Title:
|
Statistical aspects of persistent homology
|
This thesis investigates statistical approaches to interpreting the output of persistent
homology, a multi-resolution algorithm for discovering topological structure in data.
We provide a brief introduction to the theory of topology and homology. The output is
a set of intervals, visualised either as a 'barcode' or as a set of points called a persistence
diagram. We discuss suitable metrics for persistence diagrams. The following chapter
demonstrates how to compute persistent homology using R.

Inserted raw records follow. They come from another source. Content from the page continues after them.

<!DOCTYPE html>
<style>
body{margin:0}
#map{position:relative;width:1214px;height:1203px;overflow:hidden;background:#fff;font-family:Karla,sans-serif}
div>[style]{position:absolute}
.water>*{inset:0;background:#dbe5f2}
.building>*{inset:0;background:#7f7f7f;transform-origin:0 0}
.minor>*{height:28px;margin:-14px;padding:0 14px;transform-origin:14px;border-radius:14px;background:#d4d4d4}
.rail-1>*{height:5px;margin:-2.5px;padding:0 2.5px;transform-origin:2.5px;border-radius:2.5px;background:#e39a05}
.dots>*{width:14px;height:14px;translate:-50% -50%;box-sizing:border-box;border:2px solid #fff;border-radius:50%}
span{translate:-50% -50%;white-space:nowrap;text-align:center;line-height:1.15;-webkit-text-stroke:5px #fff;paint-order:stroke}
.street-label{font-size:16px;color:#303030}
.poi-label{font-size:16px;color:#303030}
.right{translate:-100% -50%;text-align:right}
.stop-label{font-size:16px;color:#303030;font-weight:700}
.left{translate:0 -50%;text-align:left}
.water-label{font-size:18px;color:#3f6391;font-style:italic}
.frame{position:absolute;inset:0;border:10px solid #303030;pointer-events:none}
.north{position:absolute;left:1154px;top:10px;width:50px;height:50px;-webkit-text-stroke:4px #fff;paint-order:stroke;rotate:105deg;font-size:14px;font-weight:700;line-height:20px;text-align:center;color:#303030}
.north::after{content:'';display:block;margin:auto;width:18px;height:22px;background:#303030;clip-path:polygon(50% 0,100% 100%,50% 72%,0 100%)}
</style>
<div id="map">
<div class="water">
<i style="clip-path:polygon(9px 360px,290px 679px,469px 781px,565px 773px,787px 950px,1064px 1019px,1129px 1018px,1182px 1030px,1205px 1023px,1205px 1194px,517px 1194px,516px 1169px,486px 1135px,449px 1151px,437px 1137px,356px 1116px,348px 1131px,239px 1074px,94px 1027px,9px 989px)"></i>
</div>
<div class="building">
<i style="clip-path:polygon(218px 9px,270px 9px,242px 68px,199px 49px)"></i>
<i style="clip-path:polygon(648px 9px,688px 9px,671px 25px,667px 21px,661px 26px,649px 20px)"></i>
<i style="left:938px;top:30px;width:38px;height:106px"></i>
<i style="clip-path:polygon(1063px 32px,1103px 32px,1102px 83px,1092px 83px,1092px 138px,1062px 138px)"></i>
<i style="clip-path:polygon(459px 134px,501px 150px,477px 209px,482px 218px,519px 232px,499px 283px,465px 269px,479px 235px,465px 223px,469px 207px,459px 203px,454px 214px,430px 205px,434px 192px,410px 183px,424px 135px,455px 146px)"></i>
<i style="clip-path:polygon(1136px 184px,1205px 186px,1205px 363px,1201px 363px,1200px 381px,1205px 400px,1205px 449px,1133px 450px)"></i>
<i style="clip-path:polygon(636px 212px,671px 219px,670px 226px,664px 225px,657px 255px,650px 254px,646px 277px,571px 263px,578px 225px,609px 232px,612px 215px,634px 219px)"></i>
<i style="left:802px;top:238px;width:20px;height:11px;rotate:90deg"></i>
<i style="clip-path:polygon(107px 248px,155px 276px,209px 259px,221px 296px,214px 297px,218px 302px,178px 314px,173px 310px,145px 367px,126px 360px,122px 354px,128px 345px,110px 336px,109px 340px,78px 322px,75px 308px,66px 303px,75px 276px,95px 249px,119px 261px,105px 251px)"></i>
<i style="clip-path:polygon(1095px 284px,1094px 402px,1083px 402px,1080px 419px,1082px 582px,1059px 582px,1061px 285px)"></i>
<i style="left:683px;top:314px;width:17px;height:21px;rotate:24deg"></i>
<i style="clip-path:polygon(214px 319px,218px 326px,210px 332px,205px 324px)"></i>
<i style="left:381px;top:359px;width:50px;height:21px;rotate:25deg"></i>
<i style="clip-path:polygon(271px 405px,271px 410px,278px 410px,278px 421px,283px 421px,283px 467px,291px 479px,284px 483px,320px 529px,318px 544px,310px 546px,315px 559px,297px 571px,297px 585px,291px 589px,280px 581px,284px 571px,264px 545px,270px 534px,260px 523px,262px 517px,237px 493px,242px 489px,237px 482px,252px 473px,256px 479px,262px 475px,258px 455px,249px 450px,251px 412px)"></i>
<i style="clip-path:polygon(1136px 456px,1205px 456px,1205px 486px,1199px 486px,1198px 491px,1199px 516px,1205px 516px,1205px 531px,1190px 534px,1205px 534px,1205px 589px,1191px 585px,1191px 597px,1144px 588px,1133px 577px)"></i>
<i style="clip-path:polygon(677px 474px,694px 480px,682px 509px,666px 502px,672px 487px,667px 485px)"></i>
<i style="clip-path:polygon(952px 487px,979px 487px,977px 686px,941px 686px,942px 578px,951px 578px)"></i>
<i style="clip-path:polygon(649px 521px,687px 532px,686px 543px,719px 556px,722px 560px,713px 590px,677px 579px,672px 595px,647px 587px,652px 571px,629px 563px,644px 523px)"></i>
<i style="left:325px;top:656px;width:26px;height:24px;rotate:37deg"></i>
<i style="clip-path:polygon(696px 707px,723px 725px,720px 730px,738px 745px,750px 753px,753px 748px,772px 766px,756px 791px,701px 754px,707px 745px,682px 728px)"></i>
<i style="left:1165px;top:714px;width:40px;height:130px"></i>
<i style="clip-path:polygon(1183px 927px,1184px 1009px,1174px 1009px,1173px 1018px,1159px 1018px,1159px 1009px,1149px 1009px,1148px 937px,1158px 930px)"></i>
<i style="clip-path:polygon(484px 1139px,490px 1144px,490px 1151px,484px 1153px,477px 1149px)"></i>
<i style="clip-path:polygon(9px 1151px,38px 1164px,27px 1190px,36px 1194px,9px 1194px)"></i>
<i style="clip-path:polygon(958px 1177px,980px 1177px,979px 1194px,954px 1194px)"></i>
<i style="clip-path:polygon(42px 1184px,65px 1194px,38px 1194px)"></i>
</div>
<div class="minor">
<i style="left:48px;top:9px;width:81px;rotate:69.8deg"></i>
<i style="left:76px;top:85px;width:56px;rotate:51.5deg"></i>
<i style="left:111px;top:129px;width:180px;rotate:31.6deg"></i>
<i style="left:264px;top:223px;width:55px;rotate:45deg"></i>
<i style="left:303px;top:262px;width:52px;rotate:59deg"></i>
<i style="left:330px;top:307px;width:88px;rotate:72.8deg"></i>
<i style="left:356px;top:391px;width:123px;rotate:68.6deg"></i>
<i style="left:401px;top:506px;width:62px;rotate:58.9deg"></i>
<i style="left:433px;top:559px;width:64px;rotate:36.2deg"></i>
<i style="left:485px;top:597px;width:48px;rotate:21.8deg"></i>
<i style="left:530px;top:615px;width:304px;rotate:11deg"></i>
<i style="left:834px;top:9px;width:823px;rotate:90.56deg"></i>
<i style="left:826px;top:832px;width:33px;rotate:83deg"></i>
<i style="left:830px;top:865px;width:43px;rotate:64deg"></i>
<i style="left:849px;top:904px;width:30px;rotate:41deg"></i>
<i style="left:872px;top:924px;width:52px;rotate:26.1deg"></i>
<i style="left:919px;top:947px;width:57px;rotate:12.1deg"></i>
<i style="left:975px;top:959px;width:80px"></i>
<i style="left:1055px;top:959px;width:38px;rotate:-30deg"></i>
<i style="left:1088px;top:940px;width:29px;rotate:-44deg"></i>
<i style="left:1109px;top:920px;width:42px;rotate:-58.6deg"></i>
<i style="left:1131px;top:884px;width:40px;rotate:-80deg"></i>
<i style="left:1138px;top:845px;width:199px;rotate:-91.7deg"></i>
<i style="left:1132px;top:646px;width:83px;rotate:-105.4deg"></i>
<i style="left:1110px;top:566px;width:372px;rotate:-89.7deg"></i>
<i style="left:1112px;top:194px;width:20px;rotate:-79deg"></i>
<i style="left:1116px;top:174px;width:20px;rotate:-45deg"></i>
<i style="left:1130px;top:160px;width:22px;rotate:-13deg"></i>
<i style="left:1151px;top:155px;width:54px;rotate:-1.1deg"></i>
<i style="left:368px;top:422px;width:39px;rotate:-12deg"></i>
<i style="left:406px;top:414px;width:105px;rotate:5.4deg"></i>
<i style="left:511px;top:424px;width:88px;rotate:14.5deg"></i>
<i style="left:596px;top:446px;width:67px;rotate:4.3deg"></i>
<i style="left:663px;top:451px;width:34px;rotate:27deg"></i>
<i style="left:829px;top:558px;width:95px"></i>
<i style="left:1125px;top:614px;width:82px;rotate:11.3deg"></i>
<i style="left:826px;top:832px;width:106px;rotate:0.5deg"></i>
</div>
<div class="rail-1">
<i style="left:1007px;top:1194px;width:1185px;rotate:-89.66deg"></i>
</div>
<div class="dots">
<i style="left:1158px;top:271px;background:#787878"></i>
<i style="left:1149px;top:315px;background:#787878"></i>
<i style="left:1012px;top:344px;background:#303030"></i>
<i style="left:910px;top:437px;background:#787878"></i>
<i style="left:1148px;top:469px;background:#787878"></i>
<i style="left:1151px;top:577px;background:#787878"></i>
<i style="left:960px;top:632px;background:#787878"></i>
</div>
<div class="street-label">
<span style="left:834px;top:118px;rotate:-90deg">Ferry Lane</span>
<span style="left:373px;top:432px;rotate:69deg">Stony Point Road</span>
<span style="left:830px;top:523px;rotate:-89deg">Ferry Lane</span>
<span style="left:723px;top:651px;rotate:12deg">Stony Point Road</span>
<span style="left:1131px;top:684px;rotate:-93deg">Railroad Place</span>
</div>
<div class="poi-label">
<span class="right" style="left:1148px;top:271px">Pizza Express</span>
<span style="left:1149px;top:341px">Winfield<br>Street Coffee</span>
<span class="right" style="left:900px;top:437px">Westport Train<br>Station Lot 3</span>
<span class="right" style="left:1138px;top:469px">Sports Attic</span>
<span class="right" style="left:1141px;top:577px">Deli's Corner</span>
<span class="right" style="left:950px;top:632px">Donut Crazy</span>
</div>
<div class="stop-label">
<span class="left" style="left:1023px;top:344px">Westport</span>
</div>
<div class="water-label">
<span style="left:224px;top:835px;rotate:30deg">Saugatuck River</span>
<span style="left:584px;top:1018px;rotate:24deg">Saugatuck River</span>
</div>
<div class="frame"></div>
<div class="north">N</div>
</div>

Following this foundational work, we find a confidence set for the true persistence diagram
of the underlying space using a sample diagram. Such sets aid with the interpretation
of persistence diagrams by identifying points that are likely representative of
true topological features, and those points that are noise due to sampling. We present
two methods of constructing confidence sets. The first assumes that the support of the
sampling density is not too 'spiky'. The second method uses a stronger assumption that
the data are a realisation of a homogeneous Poisson process, which leads to a less conservative
confidence set.
In the middle section of this thesis, we investigate further sampling properties of persistence
diagrams. Sampling on the circle leads us to propose a barcode test of sampling
uniformity. We look at the diagrams of samples from the unit square, which is topologically
simple, and propose these as a model for the noise in diagrams from other
spaces. We propose density corrected persistent homology that makes sample diagrams
less sensitive to the geometry of the underlying space and the sampling density.
In the last section of this thesis, we demonstrate how persistent homology can be used to
identify topological structure in correlation and partial correlation matrices. This relates
to the problem of structure learning in graphical models.
|